Lee Min-jin monta naturellement dans la voiture aux côtés du Duc Constantin de Santre. Avec eux, un interprète et un agent du cercle de sécurité prenaient place en silence. Le moteur s’ébroua, et bientôt le convoi s’élança sur les routes qui serpentent entre les bassins de rétention, les parcs arborés et les voies rapides de la périphérie de Haesim.

Le décor filait par les vitres : lotissements modernes, serres urbaines, rizières de toit. Le ciel, quant à lui, déclinait vers le bleu, laissant peu à peu place à la lueur des lampadaires.

La conversation à bord, polie mais brève, fut celle de deux diplomates qui se découvrent — quelques remarques sur la pureté de l’air, l’élégance du hanbok ou le déroulement du voyage aérien. Rien de plus. Mais pour qui observait bien, il y avait une chose étrange : le cortège avait bifurqué, quittant la route principale menant au quartier diplomatique de Gwanghwa-dong.

Le convoi descendit vers les abords de la zone portuaire, là où les grues de chargement dessinent leur silhouette filiforme contre la lumière orangée du soir. À mesure qu’ils approchaient, on distinguait l’activité modeste mais réelle d’un entrepôt aux portes grandes ouvertes, devant lequel plusieurs silhouettes s’affairaient.

La voiture de tête ralentit. Puis s’immobilisa.

Lee Min-jin descendit la première après qu'on lui eut ouvert la portière. Elle ajusta un pli de sa tenue, puis se tourna vers le Duc, inclinant légèrement la tête.

— Pardonnez ce détour non annoncé, Excellence.

Elle attendit qu’il la rejoigne avant de reprendre, tout en marchant à ses côtés en direction de l’entrepôt.

— Il est de coutume, chez nous, qu’un hôte reçoive un présent de bienvenue. Le vôtre n’était pas d’un format que l’on peut remettre sur un tarmac… alors, nous avons préféré vous y conduire directement.

À mesure qu’ils s’approchaient, la lumière intérieure révélait des visages, des gestes, une atmosphère de calme. À l’intérieur du vaste hangar réaménagé, plusieurs zones étaient organisées de façon méthodique : sous une verrière latérale, un groupe composé de femmes âgées, d’étudiants et d’artisans tissait et nouait des bandages selon des méthodes traditionnelles à base de fibres de coton et d’écorces ; plus loin, un atelier herboriste s'affairait autour de plantes médicinales triées, séchées, puis conditionnées ; ou encore à l’arrière, une unité mobile de don du sang avait été installée, où circulaient en silence infirmiers et bénévoles.

Des caisses étiquetées attendaient leur fermeture. À l’extérieur, plusieurs containers déjà chargés étaient scellés sous la supervision d’un officier civil. L’odeur de tisane chaude et de copeaux d’écorce flottait dans l’air.

Lee Min-jin s’arrêta devant la ligne de chargement, et se tourna à nouveau vers l’ambassadeur.

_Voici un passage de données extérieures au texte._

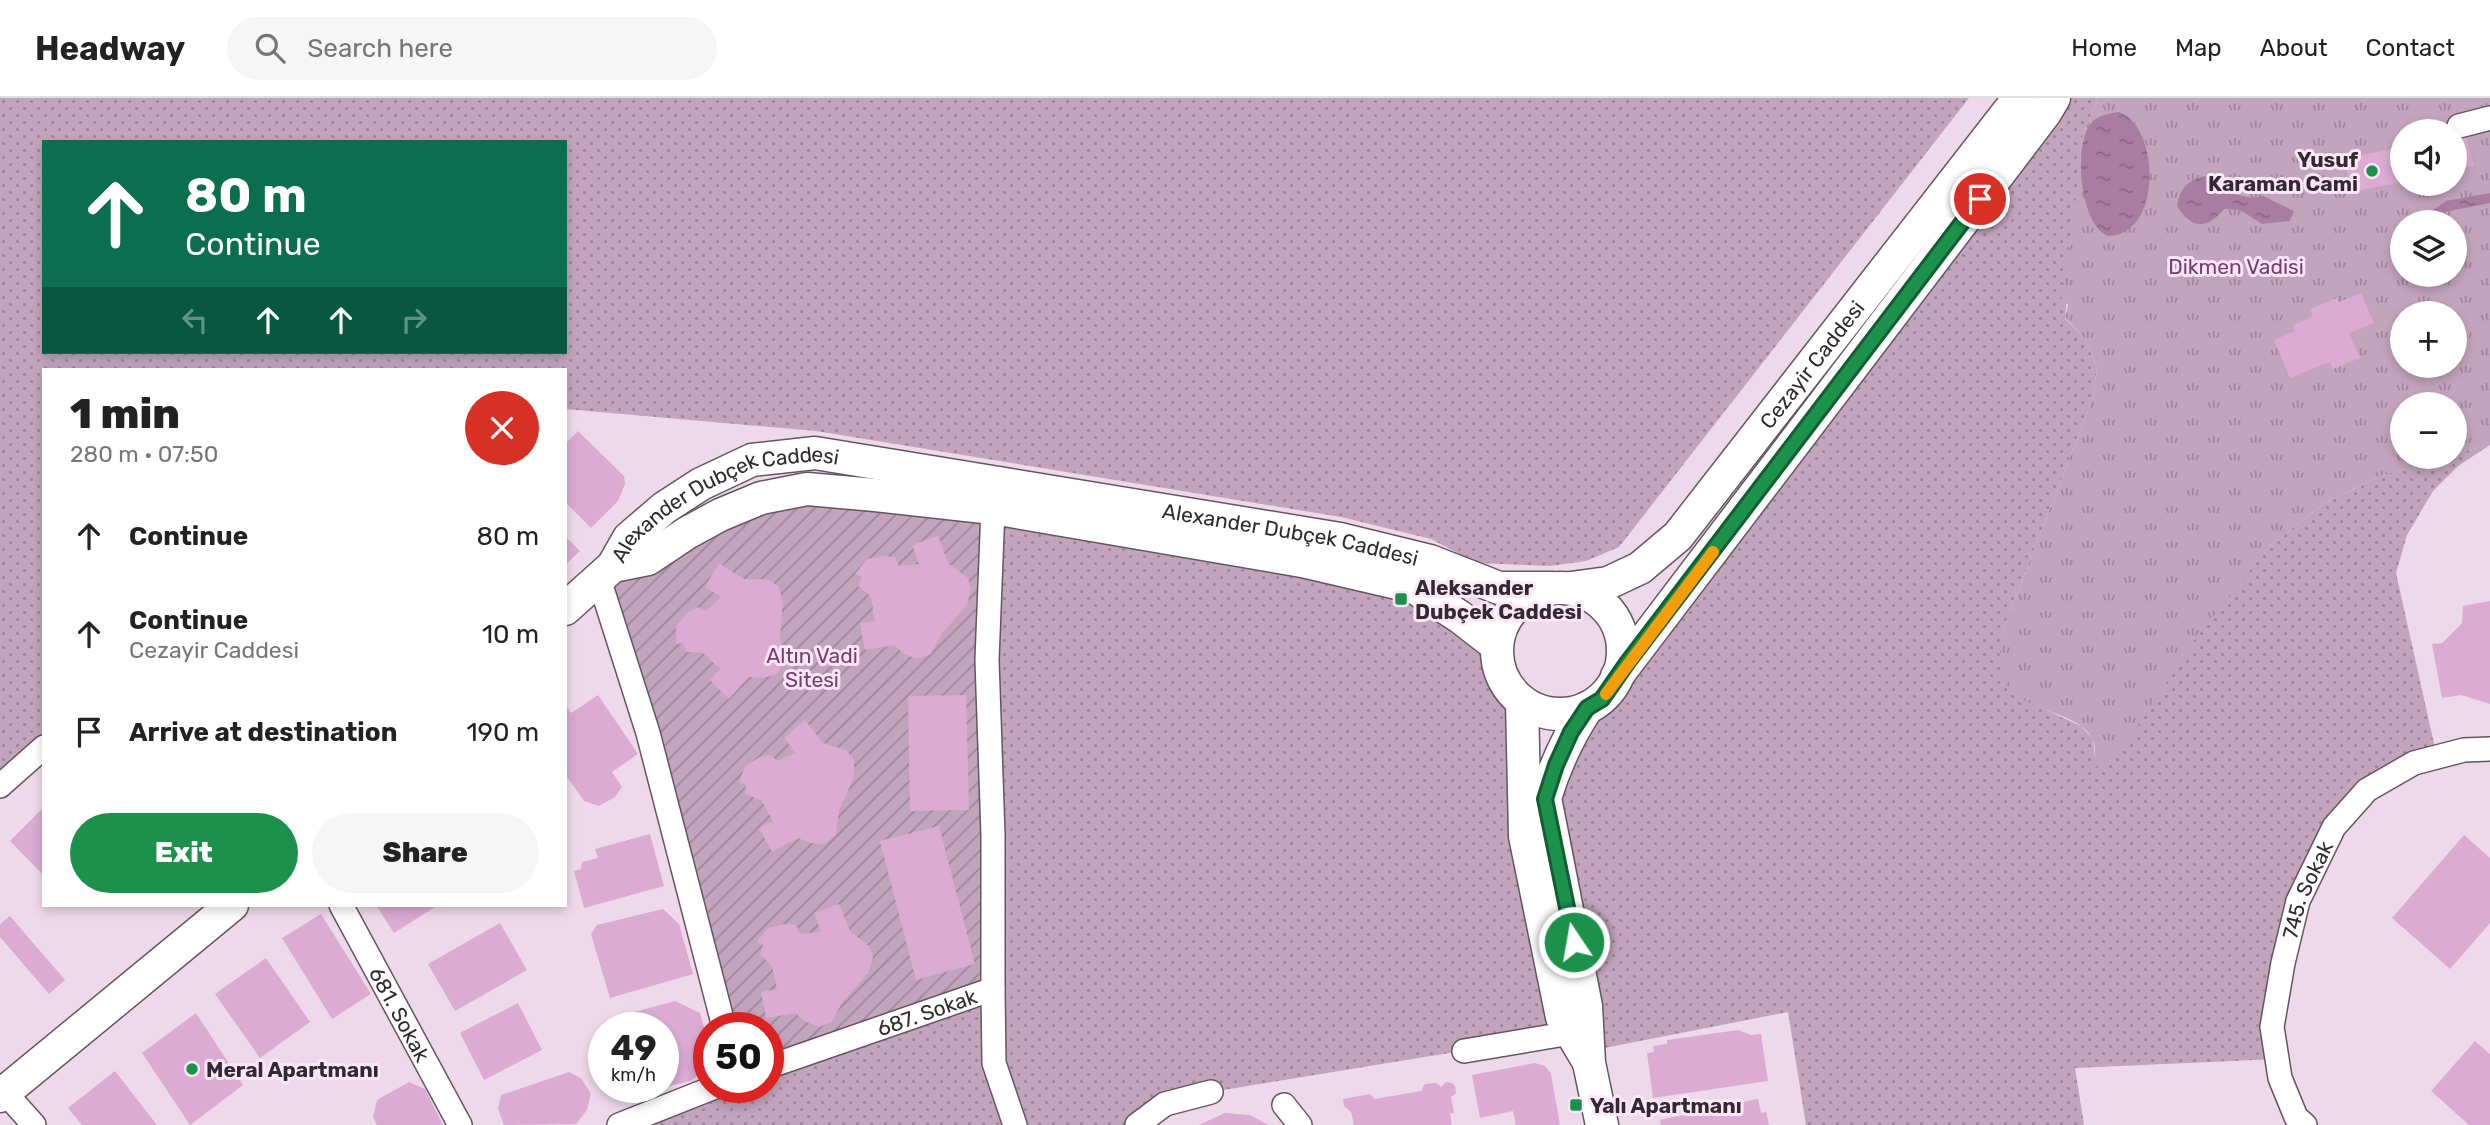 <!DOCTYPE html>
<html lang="en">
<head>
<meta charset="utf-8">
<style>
  :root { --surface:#fff; --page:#f6f6f6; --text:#222; --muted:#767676; --line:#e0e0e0; --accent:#1b914c }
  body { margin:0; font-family:Rubik,sans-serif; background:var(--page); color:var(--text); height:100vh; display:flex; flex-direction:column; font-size:26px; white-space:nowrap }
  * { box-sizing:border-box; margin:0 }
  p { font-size:23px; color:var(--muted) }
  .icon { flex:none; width:38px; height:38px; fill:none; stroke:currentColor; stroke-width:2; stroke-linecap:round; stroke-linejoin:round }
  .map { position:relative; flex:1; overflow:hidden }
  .side { position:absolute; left:42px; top:270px; width:525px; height:539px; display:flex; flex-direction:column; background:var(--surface); border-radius:0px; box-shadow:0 4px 10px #0003 }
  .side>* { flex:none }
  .hud { position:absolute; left:42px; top:42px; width:525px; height:214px; border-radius:0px; box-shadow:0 4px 10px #0003; background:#0b6e4f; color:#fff; overflow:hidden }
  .tools { position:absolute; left:2390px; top:21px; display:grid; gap:14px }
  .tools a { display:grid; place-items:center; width:77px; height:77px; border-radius:50%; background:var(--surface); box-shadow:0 4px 10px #0003; font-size:35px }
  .speed { position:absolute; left:588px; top:914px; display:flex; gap:14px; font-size:35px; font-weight:700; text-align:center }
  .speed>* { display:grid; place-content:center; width:91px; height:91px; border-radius:50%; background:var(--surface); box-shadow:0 4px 10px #0003; line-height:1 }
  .speed small { font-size:18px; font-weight:400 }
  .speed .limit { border:10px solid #d22; background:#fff; color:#111 }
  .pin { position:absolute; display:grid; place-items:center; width:60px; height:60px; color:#fff; margin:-30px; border:4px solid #fff; border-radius:50%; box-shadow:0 2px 7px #0007 }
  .me { position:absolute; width:77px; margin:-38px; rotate:348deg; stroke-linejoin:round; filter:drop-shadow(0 0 5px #0008) }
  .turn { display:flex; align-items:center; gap:24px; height:147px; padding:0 28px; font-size:32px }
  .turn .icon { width:91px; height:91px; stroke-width:2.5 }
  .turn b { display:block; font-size:49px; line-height:60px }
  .lanes { display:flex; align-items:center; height:66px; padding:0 28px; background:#0003; justify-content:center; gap:35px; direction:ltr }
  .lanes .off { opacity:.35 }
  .round { display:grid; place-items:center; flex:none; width:74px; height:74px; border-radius:37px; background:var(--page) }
  .headline { display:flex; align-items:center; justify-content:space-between; height:119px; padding:0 28px }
  h1 { font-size:42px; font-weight:800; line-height:52px }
  .action { display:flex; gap:14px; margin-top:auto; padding:14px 28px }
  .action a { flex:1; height:80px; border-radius:42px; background:var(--accent); color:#fff; font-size:28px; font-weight:800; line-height:80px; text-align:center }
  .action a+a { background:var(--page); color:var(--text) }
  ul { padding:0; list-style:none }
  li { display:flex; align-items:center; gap:21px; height:98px; padding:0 28px }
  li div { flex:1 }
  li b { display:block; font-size:26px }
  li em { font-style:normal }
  header { display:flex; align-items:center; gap:42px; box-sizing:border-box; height:98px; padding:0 35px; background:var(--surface); border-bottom:2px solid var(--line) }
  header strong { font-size:33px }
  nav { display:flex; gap:38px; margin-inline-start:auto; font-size:24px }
  .search { width:490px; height:63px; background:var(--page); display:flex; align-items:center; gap:18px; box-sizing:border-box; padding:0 24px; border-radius:38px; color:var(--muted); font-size:26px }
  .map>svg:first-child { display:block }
  .grass { fill:url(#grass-dots); fill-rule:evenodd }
  .park { fill:url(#park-tufts); fill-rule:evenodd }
  .garden { fill:url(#garden-furrows) }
  .water { fill:url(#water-ripples) }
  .building { fill:#dbabd3 }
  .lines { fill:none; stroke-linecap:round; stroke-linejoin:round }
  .street-casing { stroke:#665463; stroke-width:26 }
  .secondary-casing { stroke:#665463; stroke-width:35 }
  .street { stroke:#fff; stroke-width:23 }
  .secondary { stroke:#fff; stroke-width:32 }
  .route-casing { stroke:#125e31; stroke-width:18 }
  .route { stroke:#1b914c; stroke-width:12 }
  .slow { stroke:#f59e0b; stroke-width:12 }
  .poi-dot { fill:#1b914c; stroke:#fce6f8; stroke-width:2.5 }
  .labels { text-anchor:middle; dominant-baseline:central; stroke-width:6; stroke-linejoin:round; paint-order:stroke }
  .poi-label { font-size:21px; font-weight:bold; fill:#322a31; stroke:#fce6f8; text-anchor:start }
  .park-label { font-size:21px; fill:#763c6f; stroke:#fce6f8 }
  .street-label { font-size:21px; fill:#322a31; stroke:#fce6f8 }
</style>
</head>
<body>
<header>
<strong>Headway</strong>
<div class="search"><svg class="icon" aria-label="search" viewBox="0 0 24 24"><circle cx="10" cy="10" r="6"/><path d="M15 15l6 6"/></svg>Search here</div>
<nav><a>Home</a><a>Map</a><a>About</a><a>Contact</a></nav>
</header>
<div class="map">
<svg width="2490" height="1027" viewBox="0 0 2490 1027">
  <defs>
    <pattern id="grass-dots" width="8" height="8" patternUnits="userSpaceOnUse" patternTransform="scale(1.75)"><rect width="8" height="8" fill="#c2a4bd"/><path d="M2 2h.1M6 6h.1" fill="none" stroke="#9e869a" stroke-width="1.8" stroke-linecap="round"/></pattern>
    <pattern id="park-tufts" width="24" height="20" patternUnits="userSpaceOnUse" patternTransform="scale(1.75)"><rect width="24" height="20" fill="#c2a4bd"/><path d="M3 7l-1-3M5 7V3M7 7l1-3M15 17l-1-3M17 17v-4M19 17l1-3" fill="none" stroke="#9e869a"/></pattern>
    <pattern id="garden-furrows" width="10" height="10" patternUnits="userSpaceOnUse" patternTransform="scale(1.75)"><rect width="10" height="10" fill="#c2a4bd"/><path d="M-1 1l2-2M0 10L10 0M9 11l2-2" fill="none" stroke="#9e869a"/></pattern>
    <pattern id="water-ripples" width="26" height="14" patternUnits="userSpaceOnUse" patternTransform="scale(1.75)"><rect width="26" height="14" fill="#a97ca2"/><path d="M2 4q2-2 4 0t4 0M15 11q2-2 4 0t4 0" fill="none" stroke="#8a6685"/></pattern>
  </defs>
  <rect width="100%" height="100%" fill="#eed9ea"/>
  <path class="grass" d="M0,0H1969L1619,449L1586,463L1550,468L1477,465L1431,441L1341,419L816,333L565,311V271H44V649L0,688ZM44,44H565V254H44Z
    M2054,0H2098L2083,37L2065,220L2085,241L2097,269L2093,300L2004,529L2000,567L2022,601L2081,628L2093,641L2095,659L2270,448L2325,405L2378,379L2428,362L2455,359V355L2490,347L2458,368L2433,393L2407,437L2396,475L2437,659L2367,692L2298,803L2277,961L2075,970L2084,1027H1806L1788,914L1589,953L1556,667L1587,610L1602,601L1615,584Z
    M993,410L1302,463L1460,519L1498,568L1525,738L1571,935L1211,994L1137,1027H619L715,989H768V969Z"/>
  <path class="park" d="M2098,0H2490V347L2455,355V306H2403V359H2440L2378,379L2325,405L2270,448L2193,544L2120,655L2095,669C2095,661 2096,649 2093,642C2077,607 2005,618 2000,567C1998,555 2003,541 2004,529L2093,300L2097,269L2085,241L2065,219L2068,207L2061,199L2073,125L2083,37ZM2403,33H2455V86H2403ZM2403,124H2455V177H2403ZM2403,215H2455V268H2403Z"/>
  <path class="garden" d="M761,400L993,410V891L768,969V929H724L599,481Z"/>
  <path class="water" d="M2119,14C2160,28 2163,137 2108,138C2079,126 2072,43 2093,23C2100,17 2110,15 2119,14Z
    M2205,78L2217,84L2222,93L2252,100L2263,98L2294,113L2290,123L2262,126L2240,112L2224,111C2207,132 2191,131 2177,108C2180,90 2187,83 2205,78Z
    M2490,95V105L2424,118L2446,103Z"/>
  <path class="building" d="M2466,38L2474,68L2455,71V39Z
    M2393,51L2399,85L2351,94L2345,60Z
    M2361,195L2374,225L2349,235L2360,260L2333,271L2330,264L2290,280L2274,242L2295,233L2293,227L2313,218L2310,211L2337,200L2339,204Z
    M578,333L624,378L625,386L618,403L591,430L565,404V346Z
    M565,438L580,453L565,467Z
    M938,438L948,465L968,480L971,491L967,507L942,535L931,556L917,561L904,556L894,547L865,552L860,525L875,523L871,499L858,488L862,479L855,476L867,461L884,458L895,459L899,468L919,466L912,447Z
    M719,465L744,481H768L778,488L783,503L780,540L784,564L777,576L763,580L749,579L729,601L710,582L720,571L703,555L686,554L683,545L676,546V528L688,514L698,509L706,513L721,499L705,489Z
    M2490,503V606L2461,597L2442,600L2432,546L2442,545L2462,525L2463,508Z
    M598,597L638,656L612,674L622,689L615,699L599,708L584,703L565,676V606L571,615Z
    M966,597L969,712L910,713L908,598Z
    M805,622L823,645L846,652L854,662V679L839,713L836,737L824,746L810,745L798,740L772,754L759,730L773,723L761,702L745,696L746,686L739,685L745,668L760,659L771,657L777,663L796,655L784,640Z
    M44,709V778L10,743Z
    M939,728L975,866L916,882L880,743Z
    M650,736L664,788L584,810L574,773L581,771L582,764L598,760L595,751Z
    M2464,737L2490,760V825L2450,871L2392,820Z
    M839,806L850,833L869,848L873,859L868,875L843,903L832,924L819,929L806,924L795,915L766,920L761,894L777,891L772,868L760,856L763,847L757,844L768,830L785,826L796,827L800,836L821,834L814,815Z
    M376,807H438L394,835Z
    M663,811L679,826L693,876L610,900L591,836L597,827Z
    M321,816L371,896L332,921L282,840Z
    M10,818L65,882L49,896L0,839V826Z
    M500,825L527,872L455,913L428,866Z
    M266,860L310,924L260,960L215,896Z
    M675,903L700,915L709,947V967L691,983L635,996L613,989H663V929H609L619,918Z
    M518,905L542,952L484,982L460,935Z
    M196,915L243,987L190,1027L142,955Z
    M1738,932L1751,937L1761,936L1768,983L1653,1000L1647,955L1654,954L1653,948L1667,946V942Z
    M2475,943L2490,956V1027H2469L2431,993Z
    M1535,965L1545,968L1551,976L1560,1027H1516L1513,1013L1480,1020L1472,977Z
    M115,973L157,1027H82L68,1010Z
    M569,974L581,980L591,996L587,1012L576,1026L504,1027L498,1011L501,997Z
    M409,984L425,991L443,1027H377L373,1019L377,1002Z
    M1446,984L1452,985L1455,988L1456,995L1451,999L1454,1015L1450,1016L1452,1027H1354L1351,1014L1344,1008L1343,1001L1370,996L1375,1001L1421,993L1425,986L1436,985L1441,989Z
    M1758,1001L1761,1015L1766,1014L1769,1027H1661L1660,1022Z
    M1225,1015L1250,1017L1269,1027H1199Z"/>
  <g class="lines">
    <g class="street-casing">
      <g id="street">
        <path d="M2459,28L2490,20"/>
        <path d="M599,481L648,635L724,929"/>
        <path d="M0,688L44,649"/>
        <path id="s1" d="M341,807L460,1027"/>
        <path d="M993,891V737L987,562L993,410"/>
        <path d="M1464,953L1571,935"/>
        <path id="s2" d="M768,969L993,891L994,965L1015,1027"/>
        <path d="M0,989L34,1027"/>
        <path d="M1284,1007L1300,1027"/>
        <path d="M619,1027L715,989"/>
        <path d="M1137,1027L1165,1006L1211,994"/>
        <path id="s3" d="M2305,1027L2296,1019L2280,980L2272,929L2283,865L2298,803L2334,729L2367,692L2414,665L2464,652L2490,651"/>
      </g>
    </g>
    <g class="secondary-casing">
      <g id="secondary">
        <path d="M613,468L648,461L687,435L720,417L761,400L807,391L875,397L993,410L1302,463L1414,489L1460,519L1496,547"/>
        <path id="s4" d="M1571,490L1608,485L1640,470L1678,438L2019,0"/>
        <circle cx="1560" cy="553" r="63"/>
        <path id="s5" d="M565,511L613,468L629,440L664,410L701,386L752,362L815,355L1340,441L1430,463L1499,490H1550"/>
        <path d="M1617,578L2045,15L2054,0"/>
        <path d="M1522,604L1525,738L1562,919L1587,961"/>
        <path d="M1587,610C1568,639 1555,667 1545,700L1586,908L1589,965L1602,1027"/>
        <path d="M0,998L232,807"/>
      </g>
    </g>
    <use href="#street" class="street"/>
    <use href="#secondary" class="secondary"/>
  </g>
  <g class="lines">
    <g class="route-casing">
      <path id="route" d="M1574,844L1545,701L1556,667L1571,634L1587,610L1602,601L1627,565L1980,101"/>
    </g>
    <use href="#route" class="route"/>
    <path class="slow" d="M1606,596L1713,454"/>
  </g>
  <g class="poi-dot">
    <circle cx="2372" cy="73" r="7"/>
    <rect x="1394" y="494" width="14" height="14" rx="3.5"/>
    <circle cx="192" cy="971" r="7"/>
    <rect x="1569" y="1000" width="14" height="14" rx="3.5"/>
  </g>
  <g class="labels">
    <g class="poi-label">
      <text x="2358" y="61" text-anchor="end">Yusuf<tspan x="2358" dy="24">Karaman Cami</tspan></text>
      <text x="1415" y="489">Aleksander<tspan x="1415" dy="24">Dubçek Caddesi</tspan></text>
      <text x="206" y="971">Meral Apartmanı</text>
      <text x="1590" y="1007">Yalı Apartmanı</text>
    </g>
    <g class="park-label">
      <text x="2236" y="168">Dikmen Vadisi</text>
      <text x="812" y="557">Altın Vadi<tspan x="812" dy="24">Sitesi</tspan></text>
    </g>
    <g class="street-label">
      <text stroke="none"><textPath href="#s4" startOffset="340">Cezayir Caddesi</textPath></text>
      <text stroke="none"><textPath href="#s5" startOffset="201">Alexander Dubçek Caddesi</textPath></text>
      <text stroke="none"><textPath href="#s5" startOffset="789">Alexander Dubçek Caddesi</textPath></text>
      <text stroke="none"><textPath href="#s3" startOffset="248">745. Sokak</textPath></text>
      <text stroke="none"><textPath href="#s2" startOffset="168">687. Sokak</textPath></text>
      <text stroke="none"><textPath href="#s1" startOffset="124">681. Sokak</textPath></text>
    </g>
  </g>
</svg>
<div class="tools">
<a><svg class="icon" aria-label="sound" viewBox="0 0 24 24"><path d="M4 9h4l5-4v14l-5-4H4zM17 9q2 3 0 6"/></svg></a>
<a><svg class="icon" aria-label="layers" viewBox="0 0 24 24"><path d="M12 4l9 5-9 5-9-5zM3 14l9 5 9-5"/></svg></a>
<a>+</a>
<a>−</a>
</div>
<div class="speed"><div>49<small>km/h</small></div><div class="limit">50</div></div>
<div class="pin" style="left:1980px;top:101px;background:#d93025"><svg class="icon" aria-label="arrive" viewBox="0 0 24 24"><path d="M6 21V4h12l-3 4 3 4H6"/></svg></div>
<svg class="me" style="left:1574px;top:844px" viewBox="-20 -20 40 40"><circle r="17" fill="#1b914c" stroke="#fff" stroke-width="3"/><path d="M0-11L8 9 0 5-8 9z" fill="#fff"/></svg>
<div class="hud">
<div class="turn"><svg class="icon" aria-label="ahead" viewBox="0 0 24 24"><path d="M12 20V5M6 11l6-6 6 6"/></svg><div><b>80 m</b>Continue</div></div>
<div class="lanes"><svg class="icon off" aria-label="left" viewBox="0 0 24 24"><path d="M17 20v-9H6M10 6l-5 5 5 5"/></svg><svg class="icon" aria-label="ahead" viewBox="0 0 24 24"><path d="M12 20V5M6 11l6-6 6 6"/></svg><svg class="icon" aria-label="ahead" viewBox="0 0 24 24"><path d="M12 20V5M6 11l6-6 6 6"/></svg><svg class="icon off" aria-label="right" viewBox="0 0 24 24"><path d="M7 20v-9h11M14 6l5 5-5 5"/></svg></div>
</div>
<section class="side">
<div class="headline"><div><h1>1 min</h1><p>280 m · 07:50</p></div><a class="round" style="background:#d93025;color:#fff"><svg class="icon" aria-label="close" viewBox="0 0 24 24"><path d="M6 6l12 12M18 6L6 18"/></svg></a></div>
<ul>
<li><svg class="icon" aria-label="ahead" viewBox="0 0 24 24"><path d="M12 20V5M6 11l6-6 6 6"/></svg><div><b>Continue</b></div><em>80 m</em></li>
<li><svg class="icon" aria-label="ahead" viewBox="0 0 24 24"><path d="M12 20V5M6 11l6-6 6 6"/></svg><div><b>Continue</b><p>Cezayir Caddesi</p></div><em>10 m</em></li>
<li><svg class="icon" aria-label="arrive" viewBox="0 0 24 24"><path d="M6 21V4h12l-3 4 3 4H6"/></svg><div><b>Arrive at destination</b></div><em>190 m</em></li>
</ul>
<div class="action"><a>Exit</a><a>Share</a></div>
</section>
</div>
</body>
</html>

— Lorsque nos diplomates ont appris ce qu’avait vécu Estham, ils ont transmis l’émotion au cercle du soin, qui l’a fait suivre aux cercles agricoles, puis aux artisans. Très vite, un réseau de volontaires s’est mobilisé.
Voici le fruit de leur initiative : un modeste convoi humanitaire, destiné aux hôpitaux de votre Empire, probablement débordés par un afflux de blessés et de malades. Il partira ce soir même.


Elle marqua une pause, puis ajouta d’un ton plus grave :

— Nous n’avons pas d'étendards à brandir, mais nous savons coudre, extraire, soigner et écouter.